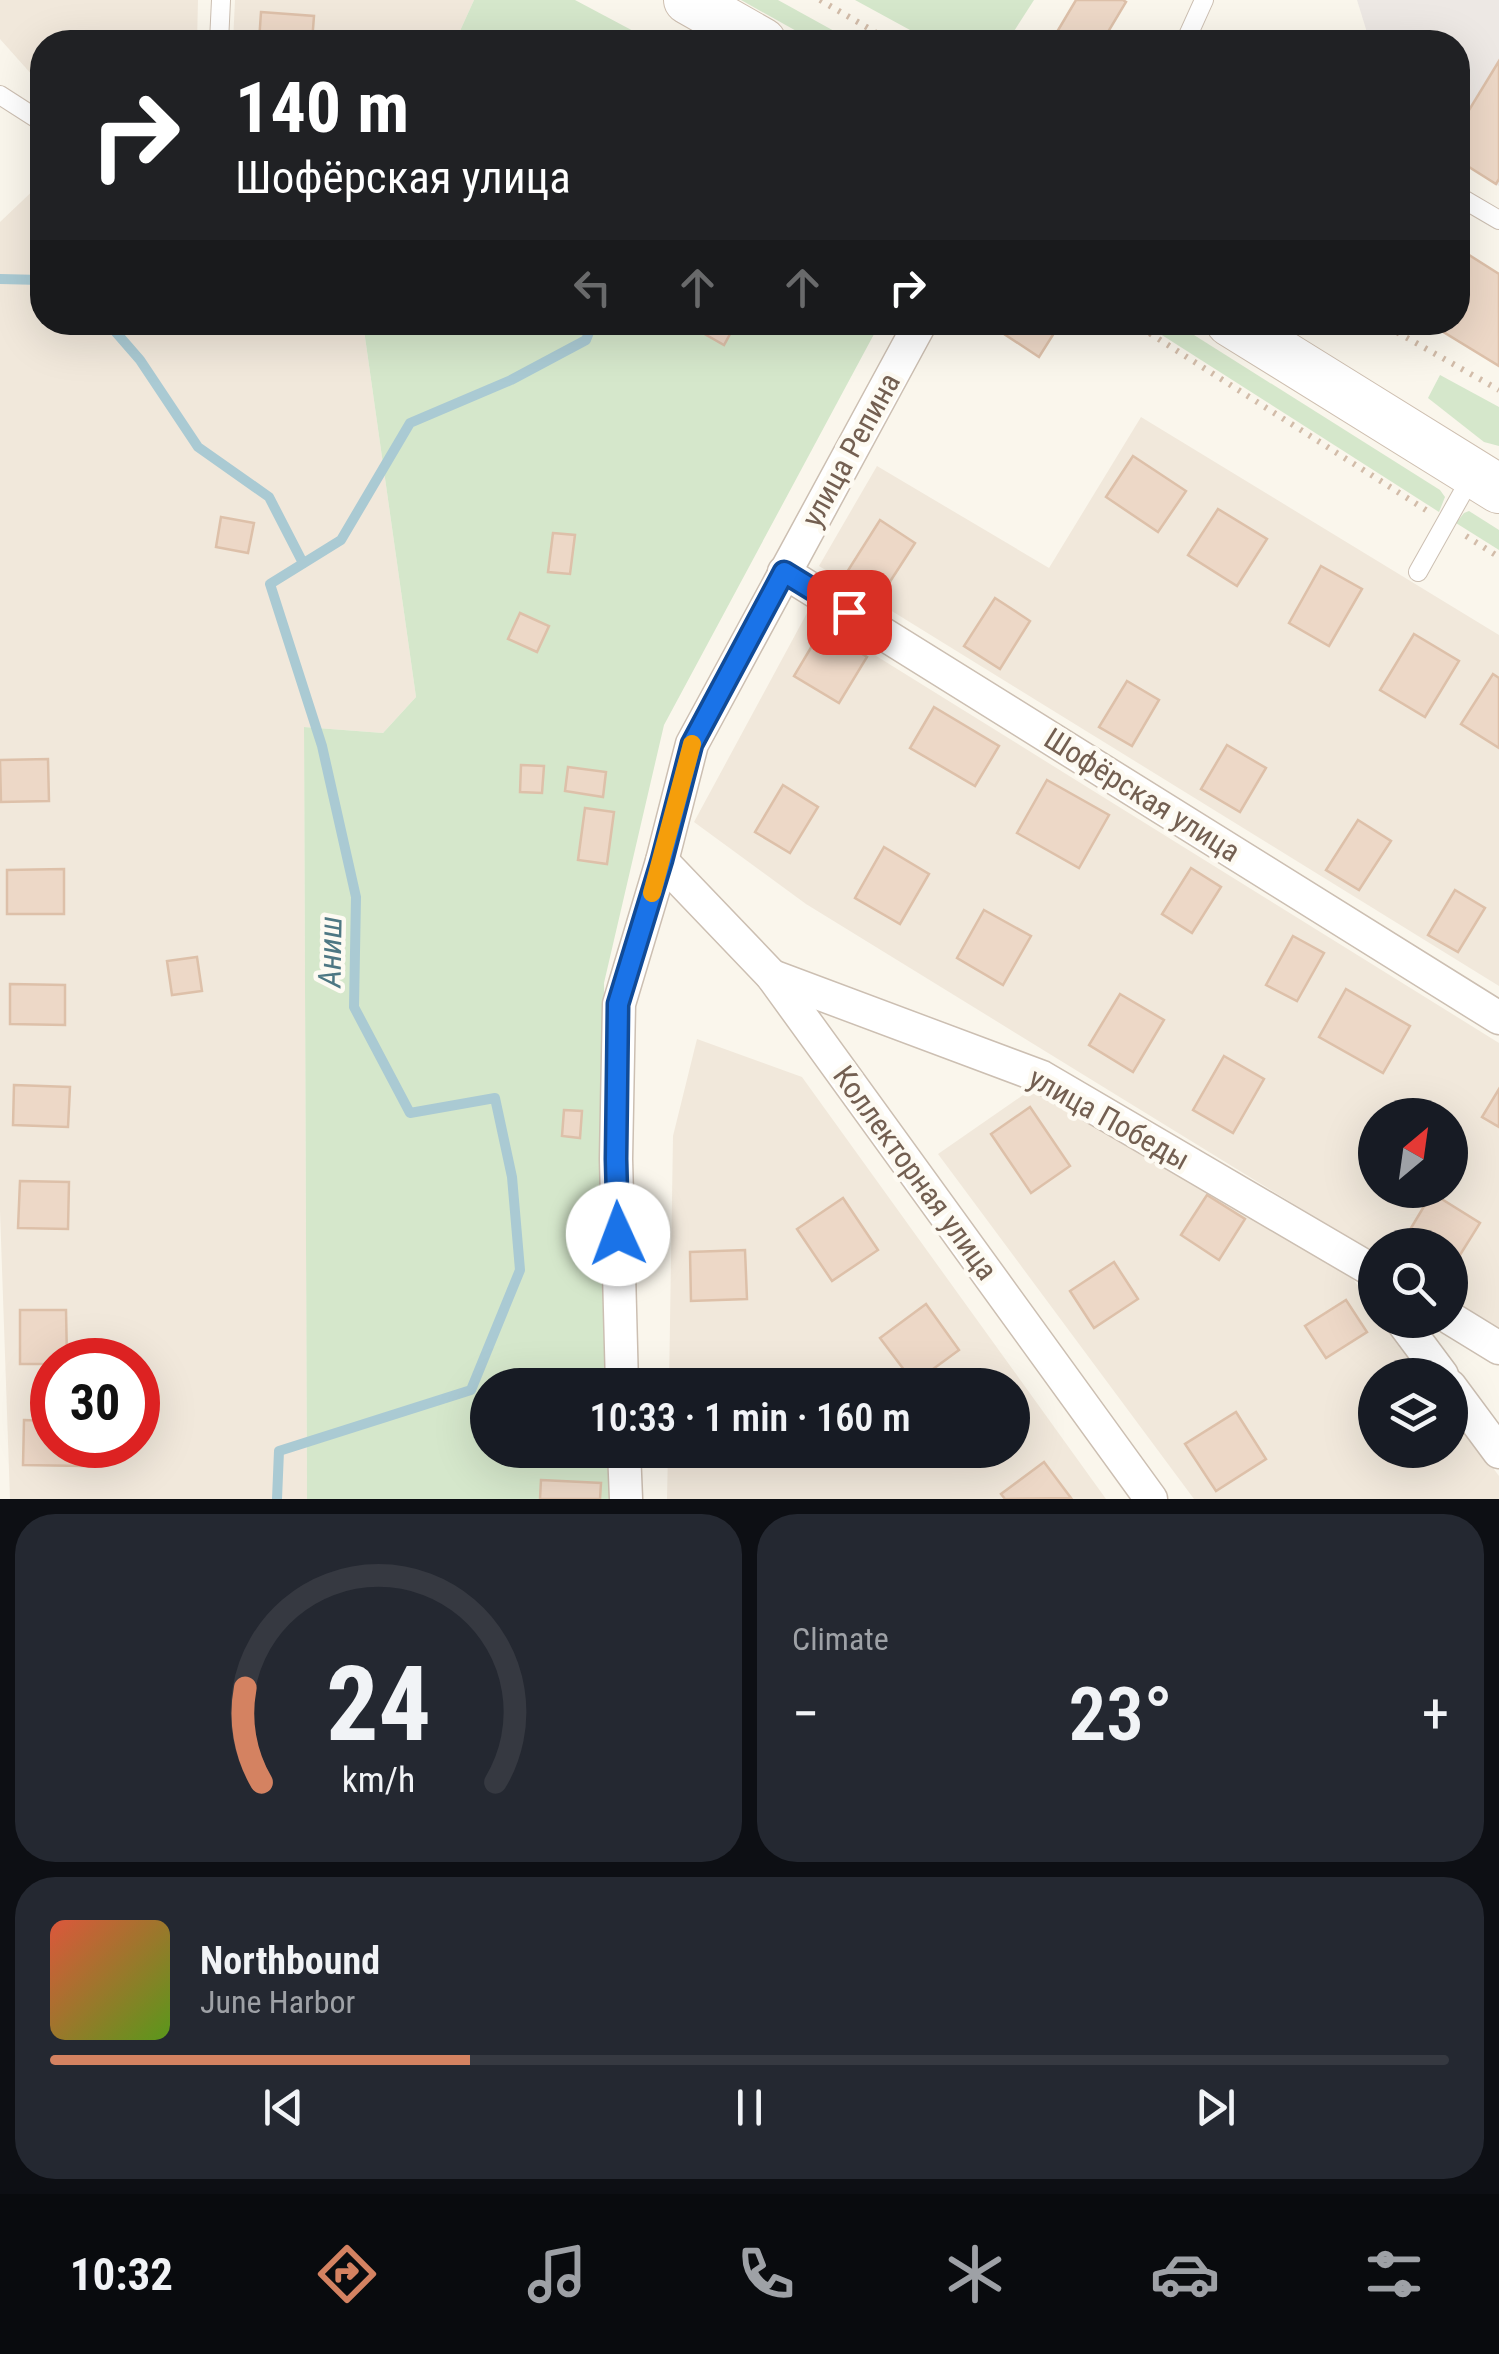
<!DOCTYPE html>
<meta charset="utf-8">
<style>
:root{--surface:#171b24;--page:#242831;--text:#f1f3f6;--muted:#9ea1a6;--line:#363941;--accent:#d48261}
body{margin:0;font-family:"Roboto Condensed",sans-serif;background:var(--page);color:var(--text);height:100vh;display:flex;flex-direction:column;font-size:38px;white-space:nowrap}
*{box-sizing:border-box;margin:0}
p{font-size:32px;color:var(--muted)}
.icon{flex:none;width:55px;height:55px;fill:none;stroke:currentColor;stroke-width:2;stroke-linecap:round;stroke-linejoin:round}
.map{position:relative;height:1499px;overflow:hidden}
.side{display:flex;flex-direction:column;gap:15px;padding:15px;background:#0d0f14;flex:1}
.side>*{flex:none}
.top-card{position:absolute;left:30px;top:30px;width:1440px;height:305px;border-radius:40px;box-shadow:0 10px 40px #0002;background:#202124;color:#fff;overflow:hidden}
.needle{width:65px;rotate:29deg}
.tools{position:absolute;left:1358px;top:1098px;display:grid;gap:20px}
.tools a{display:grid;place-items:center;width:110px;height:110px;border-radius:50%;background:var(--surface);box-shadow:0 10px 40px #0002;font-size:50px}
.speed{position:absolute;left:30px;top:1338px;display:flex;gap:20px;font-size:50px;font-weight:700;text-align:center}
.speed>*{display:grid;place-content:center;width:130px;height:130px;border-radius:50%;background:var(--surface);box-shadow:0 10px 40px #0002;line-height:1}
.speed .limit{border:15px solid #d22;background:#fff;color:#111}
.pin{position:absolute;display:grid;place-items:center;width:85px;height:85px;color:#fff;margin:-42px;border-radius:20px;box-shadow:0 5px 15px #0006}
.me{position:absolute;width:110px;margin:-55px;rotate:358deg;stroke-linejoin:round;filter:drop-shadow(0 0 8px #0008)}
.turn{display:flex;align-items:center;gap:35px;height:210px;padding:0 40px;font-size:45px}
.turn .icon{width:130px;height:130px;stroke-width:2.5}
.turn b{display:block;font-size:70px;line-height:85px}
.lanes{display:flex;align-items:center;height:95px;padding:0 40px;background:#0003;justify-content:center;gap:50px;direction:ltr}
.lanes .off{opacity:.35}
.big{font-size:75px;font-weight:600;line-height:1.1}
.side .card{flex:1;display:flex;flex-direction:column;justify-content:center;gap:15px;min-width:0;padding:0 35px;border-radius:40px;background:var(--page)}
.side .dial{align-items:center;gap:0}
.dial svg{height:260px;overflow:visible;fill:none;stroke:var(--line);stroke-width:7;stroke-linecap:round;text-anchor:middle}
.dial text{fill:var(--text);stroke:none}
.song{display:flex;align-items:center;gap:30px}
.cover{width:120px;height:120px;border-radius:15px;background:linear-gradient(135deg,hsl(10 70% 55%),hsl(90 70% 35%))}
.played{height:10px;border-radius:5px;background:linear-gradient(90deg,var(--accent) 30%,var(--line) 30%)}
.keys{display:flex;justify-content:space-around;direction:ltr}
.heat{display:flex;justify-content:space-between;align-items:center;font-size:55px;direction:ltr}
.side .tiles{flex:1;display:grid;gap:15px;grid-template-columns:1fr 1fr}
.card:last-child{grid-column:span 2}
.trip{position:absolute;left:470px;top:1368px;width:560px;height:100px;border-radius:50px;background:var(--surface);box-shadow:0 10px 40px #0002;font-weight:600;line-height:100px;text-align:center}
.tab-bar{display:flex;height:160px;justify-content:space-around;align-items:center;background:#090b0e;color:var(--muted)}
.tab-bar .icon{width:70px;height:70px}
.tab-bar .on{color:var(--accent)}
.tab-bar b{font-size:45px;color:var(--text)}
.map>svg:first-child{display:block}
.residential{fill:#f1e8db;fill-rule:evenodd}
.industrial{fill:#ede8e4}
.green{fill:#d5e7cb}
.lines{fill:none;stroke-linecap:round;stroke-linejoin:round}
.stream{stroke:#aacad3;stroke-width:10}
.building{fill:#edd8c7;stroke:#ddc0a9;stroke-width:2.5}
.service-casing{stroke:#ccbfb2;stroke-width:20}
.minor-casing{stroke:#ccbfb2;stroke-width:35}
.secondary-casing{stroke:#cebfb0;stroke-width:50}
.path{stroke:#d2bca9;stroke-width:6;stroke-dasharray:2.5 8;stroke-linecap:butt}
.service{stroke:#fff;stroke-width:18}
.minor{stroke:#fff;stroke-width:32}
.secondary{stroke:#fff;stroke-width:48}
.route-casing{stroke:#114b97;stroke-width:25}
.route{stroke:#1a73e8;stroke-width:18}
.slow{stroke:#f59e0b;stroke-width:18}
.labels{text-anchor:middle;stroke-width:9;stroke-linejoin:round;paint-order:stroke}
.street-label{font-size:30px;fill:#735f51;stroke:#fdfaf2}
.water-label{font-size:32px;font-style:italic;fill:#4d7783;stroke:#fdfaf2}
</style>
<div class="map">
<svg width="1499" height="1499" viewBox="0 0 1499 1499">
<rect width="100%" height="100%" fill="#faf6ec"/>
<g class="residential">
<path d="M0 0H198L197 42H42V86L0 39Z"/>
<path d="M235 0H474L455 42H233Z"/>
<path d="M42 182V322L363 323 416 697 383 733 304 727 307 1499H10L0 1211V222ZM52 1360H138V1445H52Z"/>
<path d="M1141 417 1499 635V986L819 566 877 466 1049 568Z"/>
<path d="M807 613 1499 1043V1330L1450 1300V1245H1375V1254L806 904 694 822ZM1375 1115H1450V1190H1375Z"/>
<path d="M697 1039 802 1077 1106 1499H667L668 1450H1012V1385H669L673 1136Z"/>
<path d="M1036 1086 1347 1271 1375 1309V1320H1383L1424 1375H1375V1450H1450V1410L1499 1476V1499H1194L938 1154Z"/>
</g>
<path class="industrial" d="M1357 0H1499V186L1458 160V42H1370Z"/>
<g class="green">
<path d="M474 0H575L654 42H455Z"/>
<path d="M741 0H778L854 42H816Z"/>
<path d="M855 0H1034L1007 42H932Z"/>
<path d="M363 323H880L664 725 604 983 610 1385H488V1450H611L612 1499H307L304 727 383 733 416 697Z"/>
<path d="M1143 323H1175L1440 490 1445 497 1439 512Z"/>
<path d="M1440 375 1499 407V446L1484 442 1428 398Z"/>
<path d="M1469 511 1499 530V550L1456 523 1464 513Z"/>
</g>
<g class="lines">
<g class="stream">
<path d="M0 279 42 280"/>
<path d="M107 322 140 360 198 447 269 497 303 563"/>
<path d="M277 1499 279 1451 471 1390 520 1270 512 1177 495 1098 410 1113 354 1007 356 897 322 746 270 584 341 540 410 423 511 380 586 340 593 322"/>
</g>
</g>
<g class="building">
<path d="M1076 0H1123L1126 2 1102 42H1051Z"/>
<path d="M261 12 314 16 312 42H259Z"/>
<path d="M1499 61V179L1496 184 1458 160V128Z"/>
<path d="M1458 248 1499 274V366L1427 322H1458Z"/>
<path d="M710 322H730L735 325 724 345 701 332Z"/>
<path d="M986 322H1061L1039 357Z"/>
<path d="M1133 456 1186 491 1158 532 1106 497Z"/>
<path d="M1218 509 1267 539 1237 586 1188 555Z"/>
<path d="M221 517 254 523 248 553 216 547Z"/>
<path d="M880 520 915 543 882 594 847 572Z"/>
<path d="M553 533 575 535 570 574 548 572Z"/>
<path d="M1321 566 1362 589 1329 646 1289 623Z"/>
<path d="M995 598 1030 621 1000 669 964 646Z"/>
<path d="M520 613 549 626 537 652 508 639Z"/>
<path d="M822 629 867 657 839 703 794 676Z"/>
<path d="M1414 634 1459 661 1425 717 1380 690Z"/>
<path d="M1493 674 1499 678V748L1461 724Z"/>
<path d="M1127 681 1159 700 1132 746 1099 727Z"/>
<path d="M934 707 999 746 975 786 910 748Z"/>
<path d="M1227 745 1266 768 1240 812 1201 789Z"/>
<path d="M48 759 49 801 1 802 0 760Z"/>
<path d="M521 765 544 766 542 793 520 792Z"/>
<path d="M568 767 606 772 603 797 565 791Z"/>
<path d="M1047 780 1109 815 1079 868 1017 833Z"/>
<path d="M783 785 818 807 790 853 755 832Z"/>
<path d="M585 808 614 812 607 864 578 860Z"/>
<path d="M1358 820 1391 841 1359 890 1326 870Z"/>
<path d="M884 847 929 874 900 924 855 898Z"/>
<path d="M1191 868 1221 887 1192 933 1162 914Z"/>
<path d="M64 869V914H7V870Z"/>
<path d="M1455 890 1485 908 1458 952 1428 935Z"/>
<path d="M984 910 1031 936 1003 985 957 958Z"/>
<path d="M1293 936 1324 953 1297 1001 1266 985Z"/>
<path d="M197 957 202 991 172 995 167 961Z"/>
<path d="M10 984 65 985V1025L10 1024Z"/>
<path d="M1346 989 1410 1026 1383 1073 1319 1037Z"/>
<path d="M1120 994 1164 1020 1133 1072 1089 1045Z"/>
<path d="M1224 1056 1264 1079 1233 1133 1193 1110Z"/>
<path d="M14 1085 70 1087 68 1127 13 1125Z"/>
<path d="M1499 1089V1127L1482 1117Z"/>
<path d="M1030 1107 1070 1166 1031 1193 991 1134Z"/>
<path d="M564 1110 582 1111 580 1138 562 1136Z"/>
<path d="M20 1181 69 1182 68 1229 18 1228Z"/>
<path d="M1432 1193 1480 1223 1450 1271V1245H1406L1402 1243Z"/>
<path d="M1207 1195 1245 1219 1219 1260 1181 1235Z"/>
<path d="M843 1198 878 1250 832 1281 797 1229Z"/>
<path d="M745 1250 747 1299 691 1301 690 1252Z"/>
<path d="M1114 1262 1138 1299 1094 1328 1070 1291Z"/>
<path d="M1346 1300 1367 1332 1326 1358 1305 1326Z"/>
<path d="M926 1304 959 1350 914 1383 880 1338Z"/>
<path d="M20 1310H66L67 1360H52V1364H20Z"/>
<path d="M1236 1412 1266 1459 1216 1491 1185 1444Z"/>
<path d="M24 1420 52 1421V1445H83V1466L23 1465Z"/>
<path d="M1393 1450H1413L1400 1460Z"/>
<path d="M1044 1462 1071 1498 1005 1499 1001 1494Z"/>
<path d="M541 1480 601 1483 600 1499H540Z"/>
</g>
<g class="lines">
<defs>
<g id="service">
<path d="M219 42 221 0"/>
<path d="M1185 42 1204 0"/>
<path d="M0 95 42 122"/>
<path d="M1458 196 1499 220"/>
<path d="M1418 572 1473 474"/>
</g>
<g id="minor">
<path d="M784 572 1499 1018"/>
<path d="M662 861 772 976 1151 1499"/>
<path d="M772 976 1042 1077 1375 1272"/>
<path d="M1450 1318 1499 1348"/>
<path d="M1401 1320 1442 1375"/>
<path d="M622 1385 616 1159 619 1004 662 861 692 744 921 322"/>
<path d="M1450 1386 1499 1452"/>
<path d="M624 1450 626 1499"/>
</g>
<g id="secondary">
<path d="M688 0 762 42"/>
<path d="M1230 322 1499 489"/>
</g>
</defs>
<use href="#service" class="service-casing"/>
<use href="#minor" class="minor-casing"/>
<use href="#secondary" class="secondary-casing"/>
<g class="path">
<path d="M820 0 892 42"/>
<path d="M1132 322 1426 510"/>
<path d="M1379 322 1499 390"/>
<path d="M1466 536 1499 557"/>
</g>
<use href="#service" class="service"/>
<use href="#minor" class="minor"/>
<use href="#secondary" class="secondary"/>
</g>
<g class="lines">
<defs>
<path id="route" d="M618 1234 616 1159 618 1004 662 860 692 744 784 572 849 612"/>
</defs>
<use href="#route" class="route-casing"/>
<use href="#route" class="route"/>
<path class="slow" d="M652 893 692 744"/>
</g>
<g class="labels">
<g class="street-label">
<text transform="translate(851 450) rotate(-61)" y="10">улица Репина</text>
<text transform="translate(1142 795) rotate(32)" y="10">Шофёрская улица</text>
<text transform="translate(1109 1119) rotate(29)" y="10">улица Победы</text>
<text transform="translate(915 1173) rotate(54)" y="10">Коллекторная улица</text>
</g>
<g class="water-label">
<text transform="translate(330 952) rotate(-89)" y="11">Аниш</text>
</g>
</g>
</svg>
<div class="tools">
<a><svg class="needle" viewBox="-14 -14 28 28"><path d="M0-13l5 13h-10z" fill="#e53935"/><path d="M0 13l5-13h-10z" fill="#9ea1a6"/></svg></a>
<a><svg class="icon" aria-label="search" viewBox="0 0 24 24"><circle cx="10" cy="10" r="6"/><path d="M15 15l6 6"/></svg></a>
<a><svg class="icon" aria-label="layers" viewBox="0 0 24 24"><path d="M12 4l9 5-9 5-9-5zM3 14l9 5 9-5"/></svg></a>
</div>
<div class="speed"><div class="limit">30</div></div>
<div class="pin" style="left:849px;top:612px;background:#d93025"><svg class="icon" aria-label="arrive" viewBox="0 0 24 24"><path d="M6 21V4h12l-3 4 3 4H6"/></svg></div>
<svg class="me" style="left:618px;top:1234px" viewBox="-20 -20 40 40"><circle r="19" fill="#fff"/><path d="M0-13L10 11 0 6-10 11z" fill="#1a73e8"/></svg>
<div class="trip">10:33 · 1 min · 160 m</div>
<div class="top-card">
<div class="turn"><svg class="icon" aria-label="right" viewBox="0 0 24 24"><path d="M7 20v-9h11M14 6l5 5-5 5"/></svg><div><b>140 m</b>Шофёрская улица</div></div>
<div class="lanes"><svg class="icon off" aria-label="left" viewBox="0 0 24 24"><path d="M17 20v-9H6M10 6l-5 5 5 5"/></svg><svg class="icon off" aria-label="ahead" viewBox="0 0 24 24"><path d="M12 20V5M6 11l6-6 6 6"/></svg><svg class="icon off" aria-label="ahead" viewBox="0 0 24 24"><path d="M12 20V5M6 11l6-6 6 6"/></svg><svg class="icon" aria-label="right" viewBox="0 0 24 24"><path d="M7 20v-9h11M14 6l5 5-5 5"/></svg></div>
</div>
</div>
<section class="side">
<div class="tiles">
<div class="card dial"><svg viewBox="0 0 100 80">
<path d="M14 69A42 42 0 1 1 86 69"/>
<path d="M14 69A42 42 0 0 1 9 40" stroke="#d48261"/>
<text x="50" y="56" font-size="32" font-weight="700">24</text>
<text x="50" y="72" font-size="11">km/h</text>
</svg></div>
<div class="card"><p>Climate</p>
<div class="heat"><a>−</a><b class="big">23°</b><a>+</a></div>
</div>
<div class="card">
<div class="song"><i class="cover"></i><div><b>Northbound</b><p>June Harbor</p></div></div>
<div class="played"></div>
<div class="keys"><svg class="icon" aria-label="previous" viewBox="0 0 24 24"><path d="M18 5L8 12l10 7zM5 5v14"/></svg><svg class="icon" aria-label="pause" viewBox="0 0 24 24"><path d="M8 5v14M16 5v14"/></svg><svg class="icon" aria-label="next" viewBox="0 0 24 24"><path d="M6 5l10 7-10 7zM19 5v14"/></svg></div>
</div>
</div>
</section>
<nav class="tab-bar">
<b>10:32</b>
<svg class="icon on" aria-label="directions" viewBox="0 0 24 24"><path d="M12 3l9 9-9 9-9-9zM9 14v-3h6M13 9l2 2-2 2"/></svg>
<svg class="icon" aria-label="music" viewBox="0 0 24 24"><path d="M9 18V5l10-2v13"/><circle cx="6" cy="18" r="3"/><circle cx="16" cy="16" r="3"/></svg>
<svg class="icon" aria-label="phone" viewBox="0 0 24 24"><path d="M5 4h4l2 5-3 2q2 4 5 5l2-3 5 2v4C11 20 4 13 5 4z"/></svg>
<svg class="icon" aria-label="climate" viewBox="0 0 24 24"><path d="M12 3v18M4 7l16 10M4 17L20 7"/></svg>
<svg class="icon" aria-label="car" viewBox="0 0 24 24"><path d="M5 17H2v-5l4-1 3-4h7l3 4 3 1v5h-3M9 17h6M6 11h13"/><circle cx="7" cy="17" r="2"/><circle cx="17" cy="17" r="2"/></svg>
<svg class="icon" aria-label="filters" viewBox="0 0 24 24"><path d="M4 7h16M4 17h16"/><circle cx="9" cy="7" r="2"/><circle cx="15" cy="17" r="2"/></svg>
</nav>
+ + + + +
● ASSIGNMENT
Report back each line in the material above that contains the string "tiles".

● EXERCISE RESULT
.side .tiles{flex:1;display:grid;gap:15px;grid-template-columns:1fr 1fr}
<div class="tiles">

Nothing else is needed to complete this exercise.